The year 2019 will remain in the books of history in numerous ways. Some may argue that it’s the year they marked career growth, others are grateful for a successful business venture. Another exciting year of breaking barriers and building bridges. But to us in Rotary, 2019 remains special to our hearts since in 2019, we inched closer to achieving a dream that was conceived about 100 years ago- eradicating polio from the face of the earth; through your gifts and donations.

Thanks to the efforts of Rotary and its partners, more than 16 million people who otherwise might have been paralyzed are walking today. In all, more than 2.5 billion children have been vaccinated since 1988.

On 24th October 2019, World Polio Day, an independent commission of experts concluded that wild poliovirus type 3 (WPV3) had been eradicated worldwide.
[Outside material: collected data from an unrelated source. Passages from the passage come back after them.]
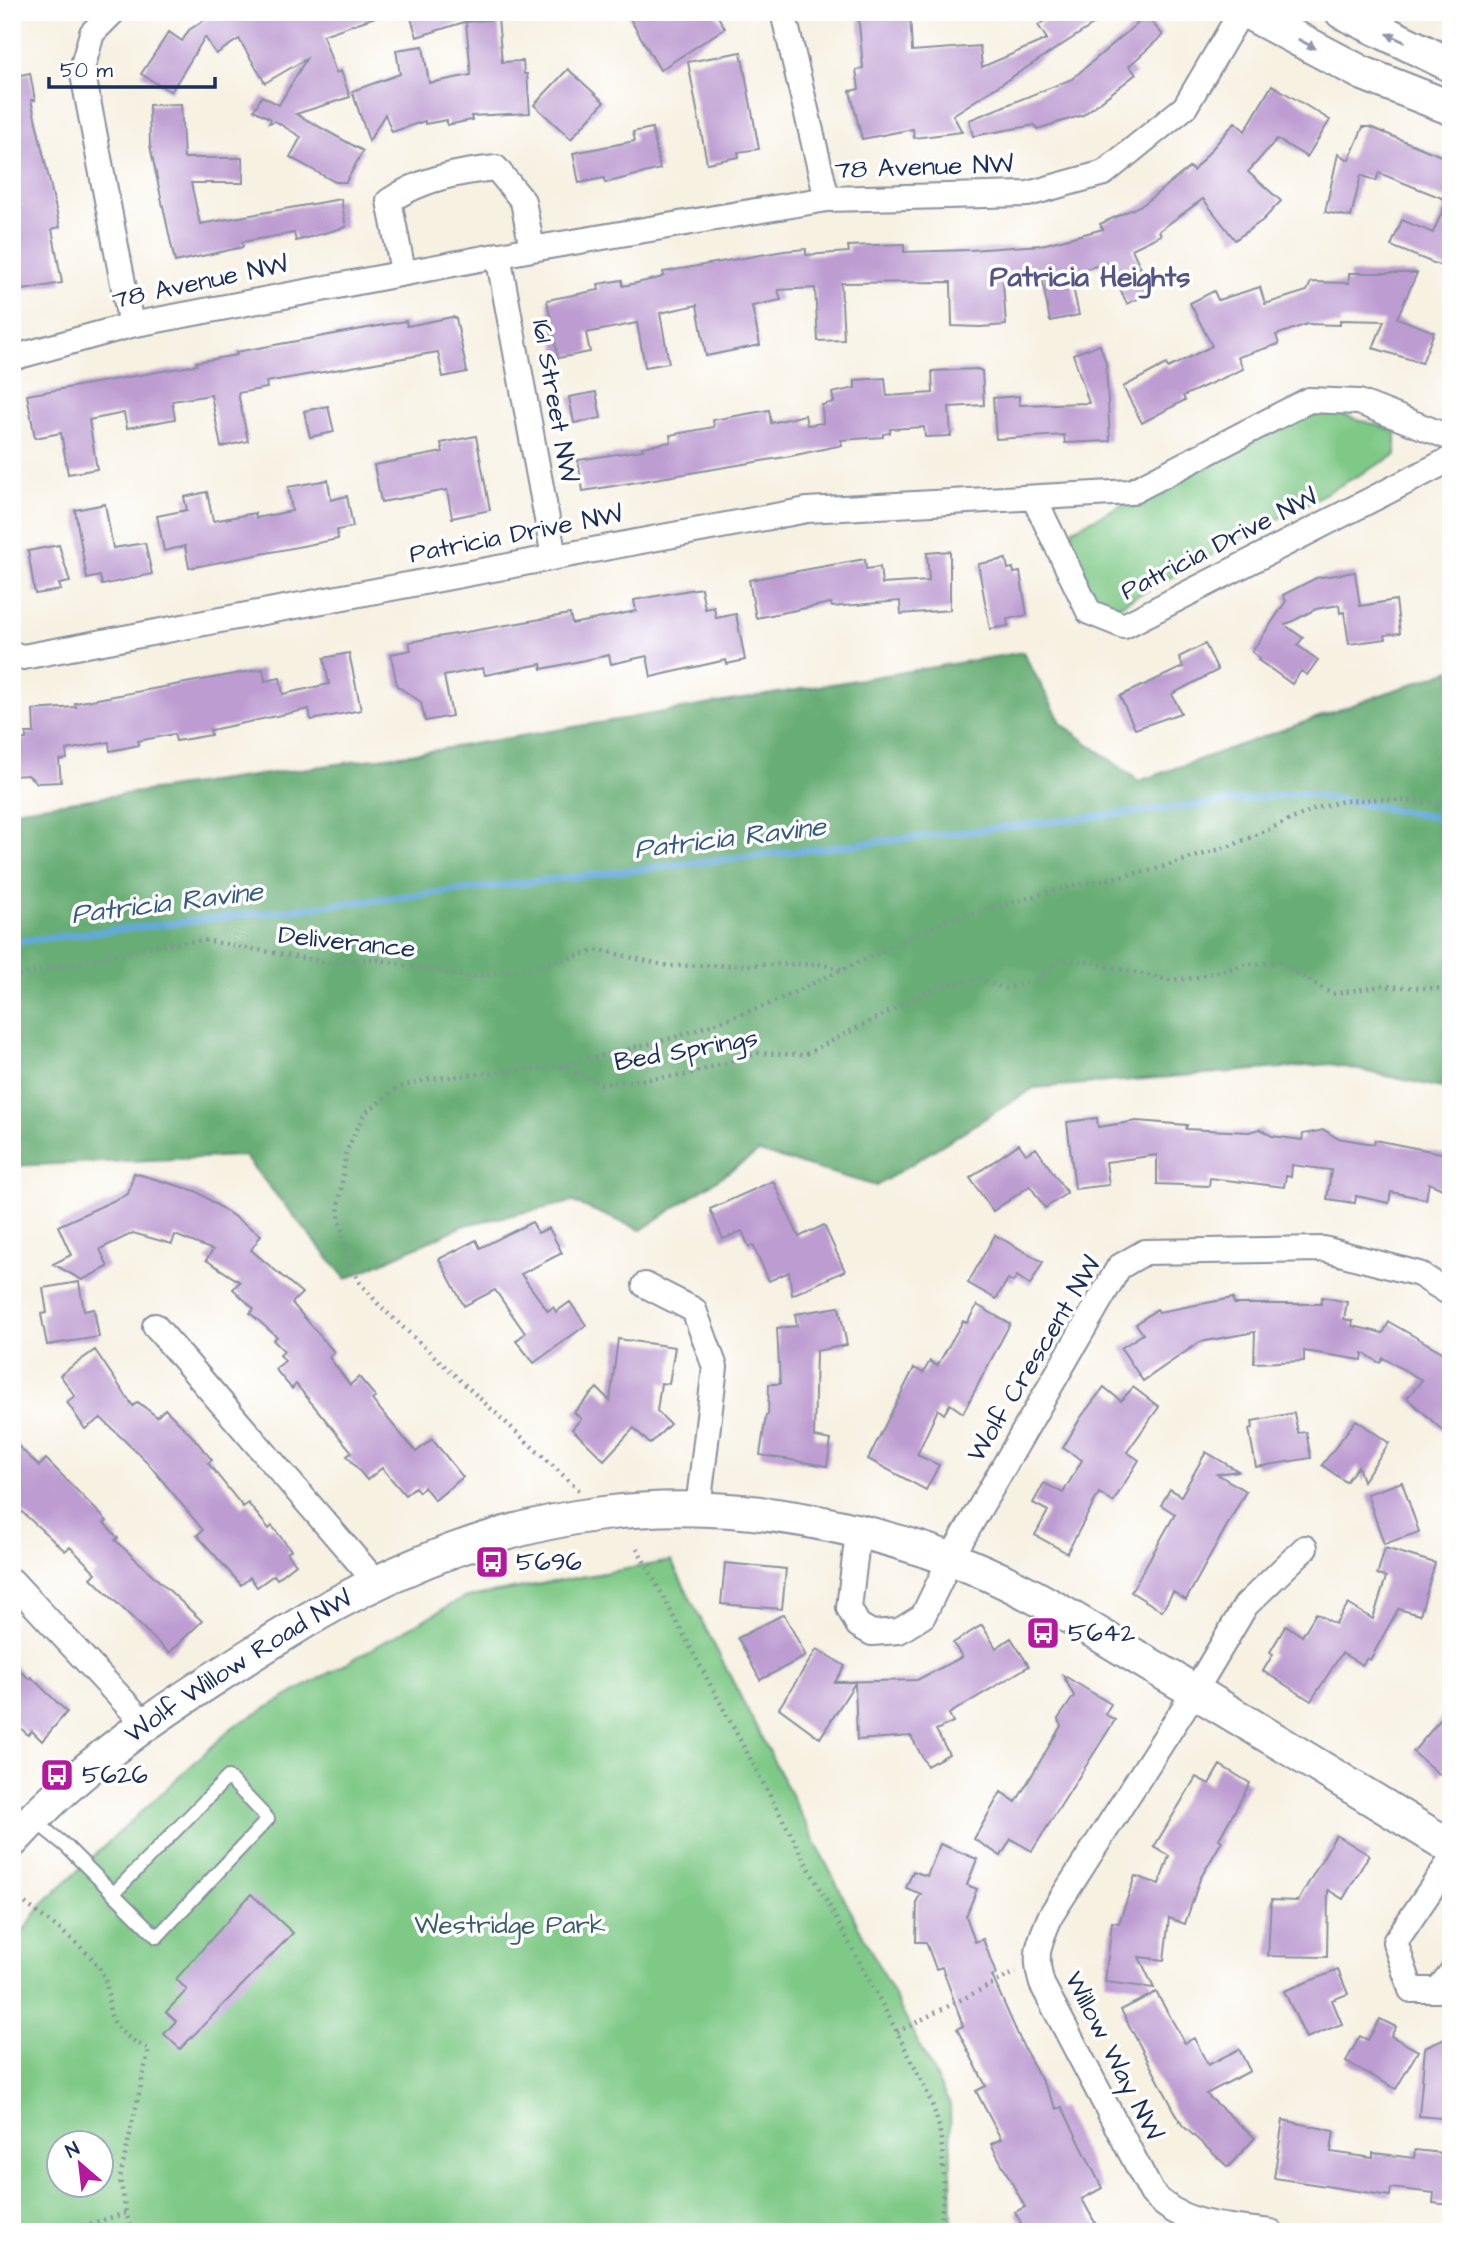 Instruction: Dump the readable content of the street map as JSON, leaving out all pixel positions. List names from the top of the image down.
{
  "streets": {
    "street": [
      "78 Avenue NW",
      "161 Street NW",
      "Patricia Drive NW",
      "Wolf Crescent NW",
      "Wolf Willow Road NW",
      "Willow Way NW"
    ],
    "path": ["Deliverance", "Bed Springs"]
  },
  "crossings": [
    ["78 Avenue NW", "161 Street NW"],
    ["161 Street NW", "Patricia Drive NW"],
    ["Wolf Crescent NW", "Wolf Willow Road NW"],
    ["Wolf Willow Road NW", "Willow Way NW"]
  ],
  "districts": ["Patricia Heights"],
  "water": ["Patricia Ravine"],
  "parks": ["Westridge Park"],
  "places": {
    "bus stop": ["5696", "5642", "5626"]
  },
  "scale_bar": "50 m",
  "north": "top left"
} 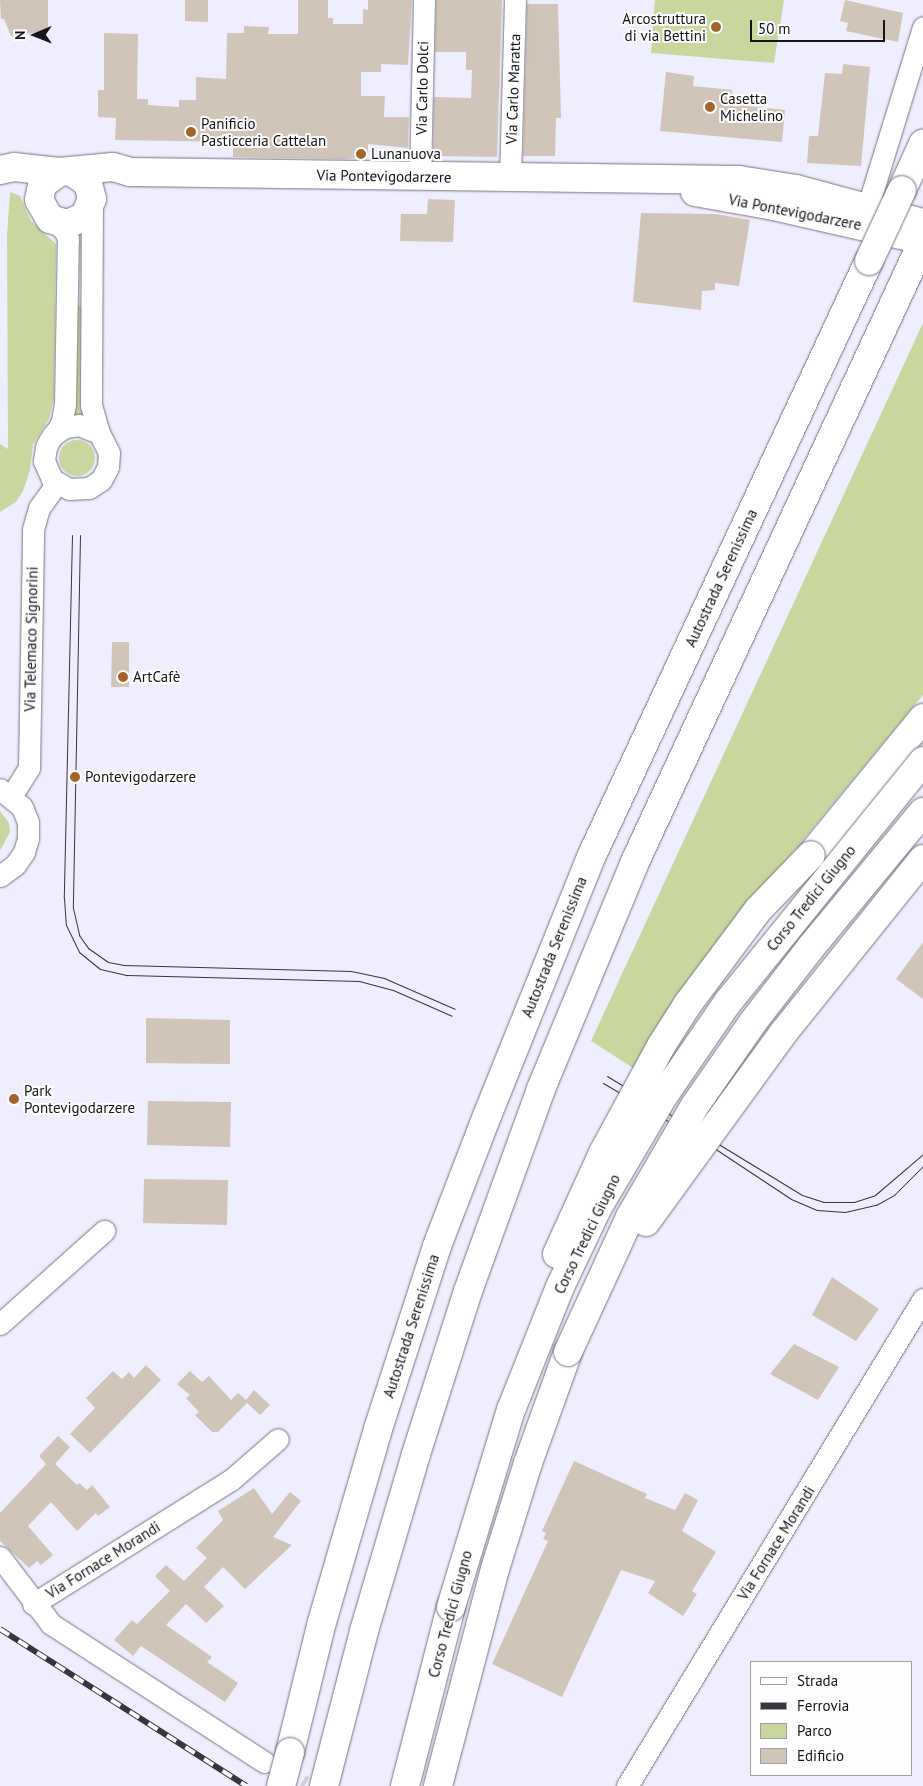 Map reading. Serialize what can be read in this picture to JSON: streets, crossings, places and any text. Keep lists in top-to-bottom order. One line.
{"streets":{"main road":["Via Pontevigodarzere","Autostrada Serenissima","Corso Tredici Giugno"],"street":["Via Carlo Dolci","Via Carlo Maratta","Via Telemaco Signorini","Via Fornace Morandi"]},"crossings":[["Via Carlo Dolci","Via Pontevigodarzere"],["Via Carlo Maratta","Via Pontevigodarzere"]],"places":["Arcostruttura di via Bettini","Casetta Michelino","Panificio Pasticceria Cattelan","Lunanuova","ArtCafè","Pontevigodarzere","Park Pontevigodarzere"],"legend":["Strada","Ferrovia","Parco","Edificio"],"scale_bar":"50 m","north":"left"} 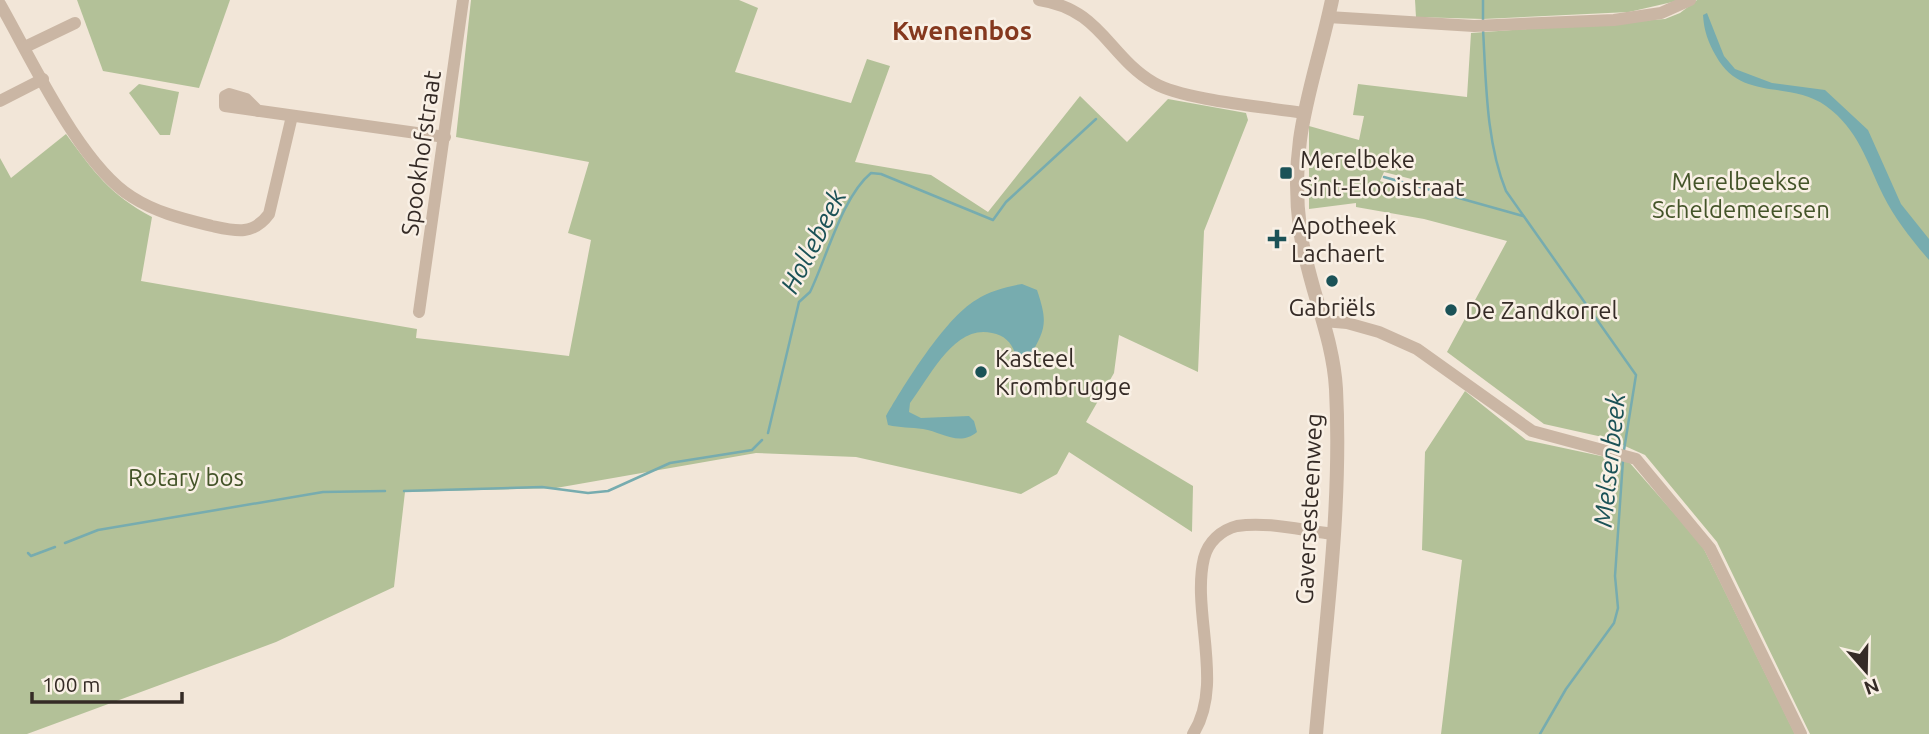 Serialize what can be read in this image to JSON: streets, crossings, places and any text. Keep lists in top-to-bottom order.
{
  "streets": {
    "street": ["Spookhofstraat", "Gaversesteenweg"]
  },
  "districts": ["Kwenenbos"],
  "water": ["Hollebeek", "Melsenbeek"],
  "parks": ["Merelbeekse Scheldemeersen", "Rotary bos"],
  "places": {
    "transit": ["Merelbeke Sint-Elooistraat"],
    "health": ["Apotheek Lachaert"],
    "other": ["Gabriëls", "De Zandkorrel", "Kasteel Krombrugge"]
  },
  "scale_bar": "100 m",
  "north": "bottom"
}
Following the eradication of smallpox and wild poliovirus type 2, this news represented a historic achievement for humanity.

“… The achievement of polio eradication will be a milestone for global health. We remain fully committed to ensuring all necessary resources are made available to eradicate all poliovirus strains. We urge all our other stakeholders and partners to also stay the course until final success is achieved…” Dr Tedros Adhanom Ghebreyesus, Chair of the Global Polio Eradication Initiative (GPEI) Polio Oversight Board and Director-General of the World Health Organization.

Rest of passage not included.